--- Supplied records Enclosed Below ---
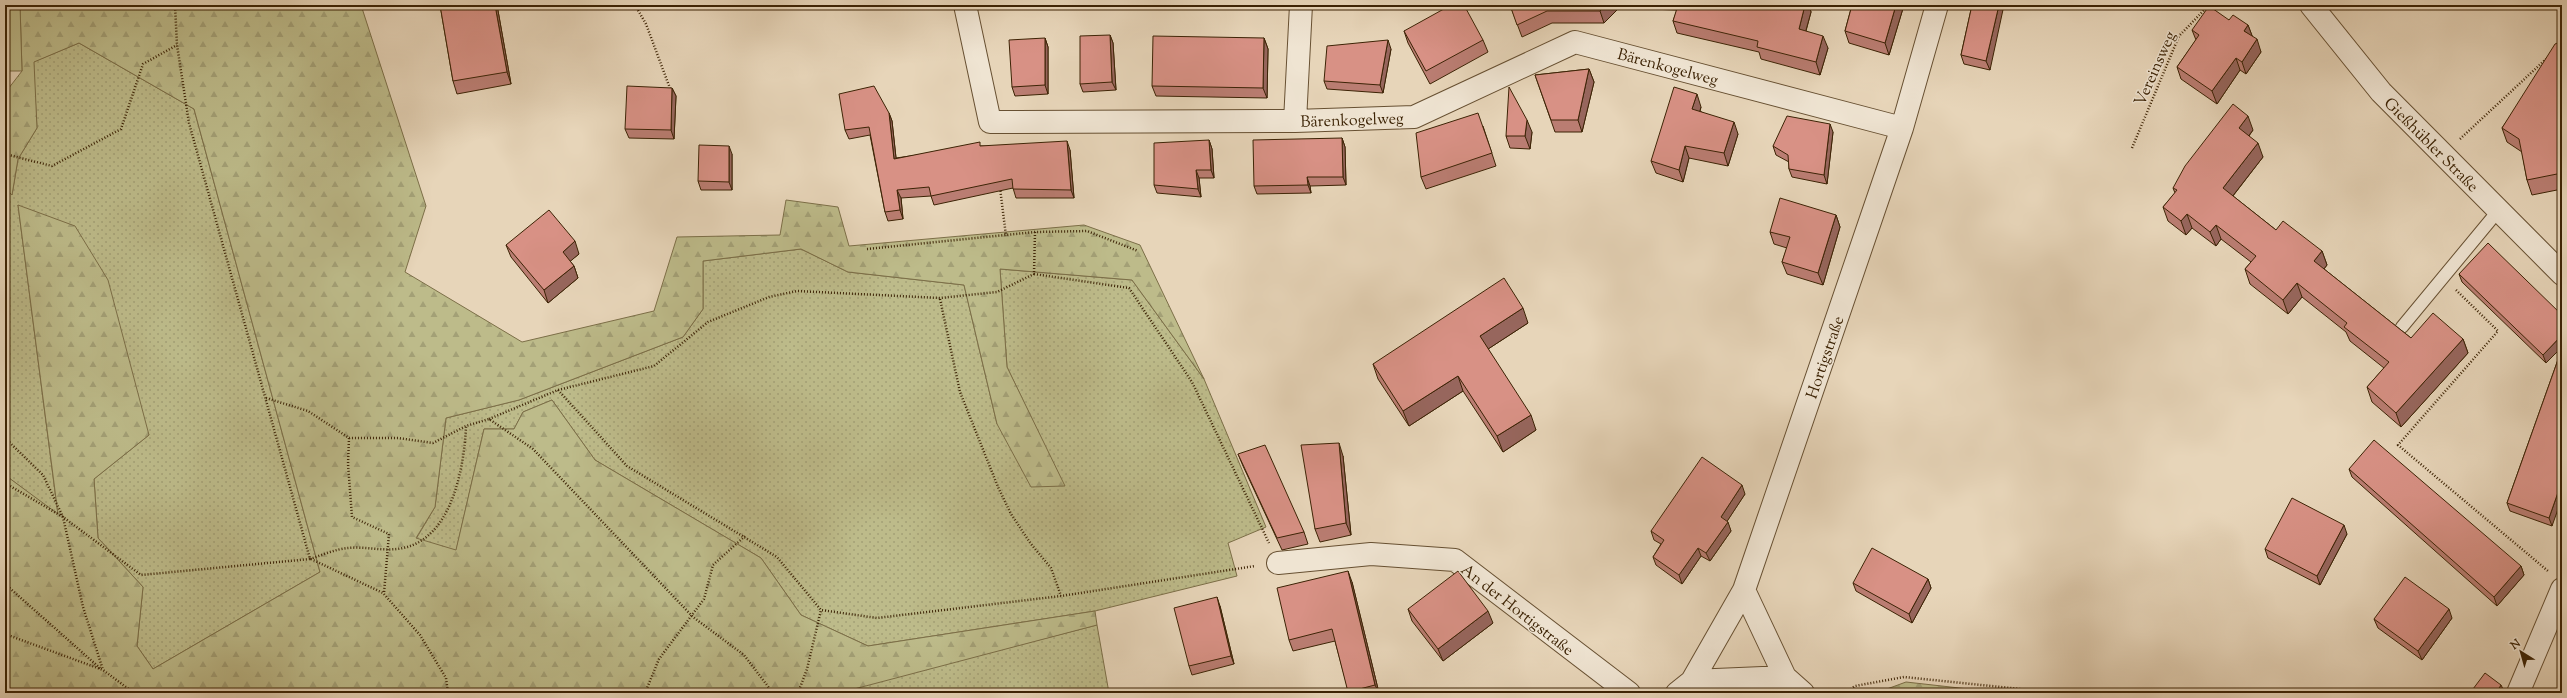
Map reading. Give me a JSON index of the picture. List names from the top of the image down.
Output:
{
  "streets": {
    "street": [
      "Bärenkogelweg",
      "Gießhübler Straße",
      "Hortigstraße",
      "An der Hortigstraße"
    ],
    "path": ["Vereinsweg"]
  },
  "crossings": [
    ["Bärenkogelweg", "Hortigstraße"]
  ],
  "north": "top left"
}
--- End of Enclosed Supplied records ---
§ **Exercise objective**:
Every entry, word for word: repeat it, but skip the images.

§ **Response box**:
Map reading. Give me a JSON index of the picture. List names from the top of the image down.
Output:
{
  "streets": {
    "street": [
      "Bärenkogelweg",
      "Gießhübler Straße",
      "Hortigstraße",
      "An der Hortigstraße"
    ],
    "path": ["Vereinsweg"]
  },
  "crossings": [
    ["Bärenkogelweg", "Hortigstraße"]
  ],
  "north": "top left"
}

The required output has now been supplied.